The de-linking of the dollar from gold not only allowed the US Treasury to ‘print’ dollars at will, it was effectively a devaluation of the currency which rebounded on the price of commodities traded mainly in dollars on the world market, notably oil. This not only upped the cost of raw materials for competing Japanese and European (largely West German) manufacturers, it sparked continual price increases throughout the Western world for typical working class consumer goods. During the Seventies the UK had some of the highest annual inflation rates in Western Europe. The prime architect of the ‘Nixon Shock’ was Treasury Secretary John Connally whose infamous quip (at the G10 meeting in Rome) that the “dollar is our currency but your problem” had not prevented him from imposing a 10% surcharge on imports into the US, and a 90-day wage and price freeze for workers in the USA. Indeed the working class in the USA found themselves in the same boat as workers elsewhere in the world’s ‘advanced countries’ and beyond. According to the OECD workers’ share of national income in the G20 declined steadily between 1970 and 2014, with the working class in the USA experiencing the fourth largest drop of around 11%. This is now a worldwide trend which includes so-called emerging economies. (Today workers’ share of total global output is estimated to be around 50%.)
The USA’s abrogation of a key part of the Bretton Woods agreement it had carved out in its own interests ushered in a long, downward stage in the third cycle of global capitalist accumulation.
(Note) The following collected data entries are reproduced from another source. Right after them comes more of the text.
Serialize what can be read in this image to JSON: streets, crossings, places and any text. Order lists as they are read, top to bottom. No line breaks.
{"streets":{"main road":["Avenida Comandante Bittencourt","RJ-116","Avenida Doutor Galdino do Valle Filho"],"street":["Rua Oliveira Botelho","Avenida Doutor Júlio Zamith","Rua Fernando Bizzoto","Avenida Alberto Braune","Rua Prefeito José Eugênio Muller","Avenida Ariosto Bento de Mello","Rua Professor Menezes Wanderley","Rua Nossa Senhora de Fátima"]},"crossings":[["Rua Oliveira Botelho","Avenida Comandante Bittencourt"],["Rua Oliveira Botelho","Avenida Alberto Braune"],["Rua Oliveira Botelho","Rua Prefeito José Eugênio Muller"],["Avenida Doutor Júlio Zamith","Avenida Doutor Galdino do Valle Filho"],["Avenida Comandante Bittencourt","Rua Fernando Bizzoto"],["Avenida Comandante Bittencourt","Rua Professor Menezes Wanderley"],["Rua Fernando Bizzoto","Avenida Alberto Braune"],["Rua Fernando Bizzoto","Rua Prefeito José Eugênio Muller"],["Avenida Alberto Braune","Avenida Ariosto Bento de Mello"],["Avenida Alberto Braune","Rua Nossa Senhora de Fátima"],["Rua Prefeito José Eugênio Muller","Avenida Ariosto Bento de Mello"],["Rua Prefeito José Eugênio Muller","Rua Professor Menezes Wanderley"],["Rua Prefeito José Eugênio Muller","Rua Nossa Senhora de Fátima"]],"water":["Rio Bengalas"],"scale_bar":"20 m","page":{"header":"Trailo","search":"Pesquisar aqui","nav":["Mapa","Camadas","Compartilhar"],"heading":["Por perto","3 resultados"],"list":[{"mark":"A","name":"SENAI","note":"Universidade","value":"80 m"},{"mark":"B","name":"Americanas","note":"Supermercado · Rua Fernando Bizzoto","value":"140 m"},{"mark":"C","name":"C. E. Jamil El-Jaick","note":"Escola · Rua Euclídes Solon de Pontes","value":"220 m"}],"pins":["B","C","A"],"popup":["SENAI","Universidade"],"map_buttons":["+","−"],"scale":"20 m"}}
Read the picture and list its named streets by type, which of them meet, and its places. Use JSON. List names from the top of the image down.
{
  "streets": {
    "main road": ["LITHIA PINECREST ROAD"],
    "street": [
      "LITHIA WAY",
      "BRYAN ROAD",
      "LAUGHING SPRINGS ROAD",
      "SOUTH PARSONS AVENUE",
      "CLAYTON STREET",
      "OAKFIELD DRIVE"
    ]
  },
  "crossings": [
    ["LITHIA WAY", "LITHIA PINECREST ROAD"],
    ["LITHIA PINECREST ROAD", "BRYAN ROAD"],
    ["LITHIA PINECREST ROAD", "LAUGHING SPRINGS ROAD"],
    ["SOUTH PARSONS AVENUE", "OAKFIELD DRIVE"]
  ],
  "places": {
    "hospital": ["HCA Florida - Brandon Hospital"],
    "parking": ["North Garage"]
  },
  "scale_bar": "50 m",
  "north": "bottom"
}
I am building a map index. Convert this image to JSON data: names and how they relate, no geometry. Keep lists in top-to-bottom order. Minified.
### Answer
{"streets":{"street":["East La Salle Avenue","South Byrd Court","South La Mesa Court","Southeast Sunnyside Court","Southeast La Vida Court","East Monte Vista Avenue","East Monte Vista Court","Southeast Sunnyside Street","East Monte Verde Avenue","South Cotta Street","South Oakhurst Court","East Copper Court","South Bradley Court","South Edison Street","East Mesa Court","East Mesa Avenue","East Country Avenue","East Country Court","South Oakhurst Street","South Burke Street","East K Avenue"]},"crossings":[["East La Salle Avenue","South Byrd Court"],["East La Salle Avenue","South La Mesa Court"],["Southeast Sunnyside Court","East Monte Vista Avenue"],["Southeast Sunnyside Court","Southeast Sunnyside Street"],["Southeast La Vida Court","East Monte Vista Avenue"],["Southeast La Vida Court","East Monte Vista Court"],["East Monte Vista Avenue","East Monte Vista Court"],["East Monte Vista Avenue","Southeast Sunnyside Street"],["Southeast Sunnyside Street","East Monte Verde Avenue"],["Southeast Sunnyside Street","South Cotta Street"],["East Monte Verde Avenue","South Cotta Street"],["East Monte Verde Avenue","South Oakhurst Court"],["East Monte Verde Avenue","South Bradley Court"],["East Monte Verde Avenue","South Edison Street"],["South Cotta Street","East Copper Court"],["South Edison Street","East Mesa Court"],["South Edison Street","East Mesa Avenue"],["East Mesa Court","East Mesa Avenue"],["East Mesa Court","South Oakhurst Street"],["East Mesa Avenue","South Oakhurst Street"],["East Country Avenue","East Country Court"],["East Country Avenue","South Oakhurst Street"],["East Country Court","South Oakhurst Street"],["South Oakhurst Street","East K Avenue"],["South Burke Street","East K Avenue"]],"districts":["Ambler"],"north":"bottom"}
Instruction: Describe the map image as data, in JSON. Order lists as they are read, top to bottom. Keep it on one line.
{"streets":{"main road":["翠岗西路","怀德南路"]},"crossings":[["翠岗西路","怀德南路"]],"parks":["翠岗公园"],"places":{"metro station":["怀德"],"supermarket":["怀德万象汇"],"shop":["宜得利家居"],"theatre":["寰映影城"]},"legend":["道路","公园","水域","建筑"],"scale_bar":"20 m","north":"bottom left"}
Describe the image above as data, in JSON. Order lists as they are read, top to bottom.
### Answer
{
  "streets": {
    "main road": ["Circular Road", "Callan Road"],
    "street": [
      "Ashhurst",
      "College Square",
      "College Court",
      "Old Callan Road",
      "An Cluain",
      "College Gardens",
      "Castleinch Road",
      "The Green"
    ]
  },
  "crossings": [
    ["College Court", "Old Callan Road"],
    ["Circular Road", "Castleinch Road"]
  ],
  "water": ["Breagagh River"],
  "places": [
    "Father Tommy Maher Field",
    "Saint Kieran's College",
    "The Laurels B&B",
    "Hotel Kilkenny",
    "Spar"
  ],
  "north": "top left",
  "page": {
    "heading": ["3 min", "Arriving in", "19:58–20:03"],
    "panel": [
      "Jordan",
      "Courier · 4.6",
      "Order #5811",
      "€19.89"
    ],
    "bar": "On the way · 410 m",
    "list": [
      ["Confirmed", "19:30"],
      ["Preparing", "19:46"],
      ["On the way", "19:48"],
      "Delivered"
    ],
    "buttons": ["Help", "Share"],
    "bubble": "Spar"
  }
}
Over the last five decades we have seen the collapse of the USSR and the post-war imperialist carve-up agreed at Yalta while the USA, now barely accounting for a fifth of global GDP, is struggling to maintain its domination. So far it has managed to retain its top dog position, largely thanks to the dollar’s role as the predominant unit of international finance and trade — something it could not have done if the dollar’s link to gold had been retained. When a certain Saddam Hussein threatened to trade Iraqi oil in euros rather than dollars, the USA showed it is prepared to defend its own economic interest with direct military might by invading Iraq (Operation Desert Storm) in 1991 and then again, even more ferociously in 2003. For a brief spell capitalist pundits were telling us about the uncontested hegemony of the US. That narrative ended after Chinese capitalism stepped in to keep up demand and international trade during the global recession which followed the bursting of capitalism’s biggest-ever financial bubble (the so-called sub-prime crisis) in 2007-8.(9)
Today everyone knows that China is challenging the US. But what’s important for the world working class is to recognise that these two rivals are part and parcel of the same capitalist system, facing the same crisis of profitability which is making it harder and harder to find profitable place to invest, and driving capitalism throughout the world to find ways and means of upping the rate of exploitation: the amount of new value created over and above the cost of wages and the general upkeep of the labour force. In other words, after five decades of capitalist crisis there is no going back to the Swinging Sixties for the working class. And why indeed would we want to when the alternative of getting rid of decaying capitalism and replacing it with a world society of freely associated producers is staring us in the face?
ERayner
Notes
(1) See ourworldindata.org, incidentally a useful website (although openly advancing liberal optimism regarding the future of the capitalist economy) which encourages its data to be used freely.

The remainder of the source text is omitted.